Comb the records below for the string "Liwung" and copy each line where it turns up.
*** Opening of The input ***
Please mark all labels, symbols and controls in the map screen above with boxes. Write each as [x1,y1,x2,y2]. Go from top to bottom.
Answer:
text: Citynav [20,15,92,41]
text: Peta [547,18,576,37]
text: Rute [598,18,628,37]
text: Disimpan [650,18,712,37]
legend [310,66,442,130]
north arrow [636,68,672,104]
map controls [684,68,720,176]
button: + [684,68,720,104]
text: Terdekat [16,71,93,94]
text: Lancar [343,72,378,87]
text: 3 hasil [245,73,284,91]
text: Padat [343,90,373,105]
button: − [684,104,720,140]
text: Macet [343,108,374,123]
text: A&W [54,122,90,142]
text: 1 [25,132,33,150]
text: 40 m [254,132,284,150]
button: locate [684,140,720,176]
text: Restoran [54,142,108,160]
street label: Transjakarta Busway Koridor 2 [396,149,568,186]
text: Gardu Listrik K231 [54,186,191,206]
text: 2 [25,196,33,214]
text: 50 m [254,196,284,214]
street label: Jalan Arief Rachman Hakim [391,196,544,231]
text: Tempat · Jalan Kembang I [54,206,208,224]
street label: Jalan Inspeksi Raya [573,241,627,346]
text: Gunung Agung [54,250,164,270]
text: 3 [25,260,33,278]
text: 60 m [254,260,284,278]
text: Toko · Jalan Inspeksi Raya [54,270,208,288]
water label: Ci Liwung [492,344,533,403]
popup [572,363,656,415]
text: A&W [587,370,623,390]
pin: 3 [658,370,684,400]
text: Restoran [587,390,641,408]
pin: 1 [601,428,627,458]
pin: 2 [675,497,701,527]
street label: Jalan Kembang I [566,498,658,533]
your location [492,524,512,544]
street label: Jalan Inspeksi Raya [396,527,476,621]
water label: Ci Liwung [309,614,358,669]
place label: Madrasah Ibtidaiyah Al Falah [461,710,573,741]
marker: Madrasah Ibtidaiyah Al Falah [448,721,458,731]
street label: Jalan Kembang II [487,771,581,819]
*** Close of The input ***
Problem solution:
water label: Ci Liwung [492,344,533,403]
water label: Ci Liwung [309,614,358,669]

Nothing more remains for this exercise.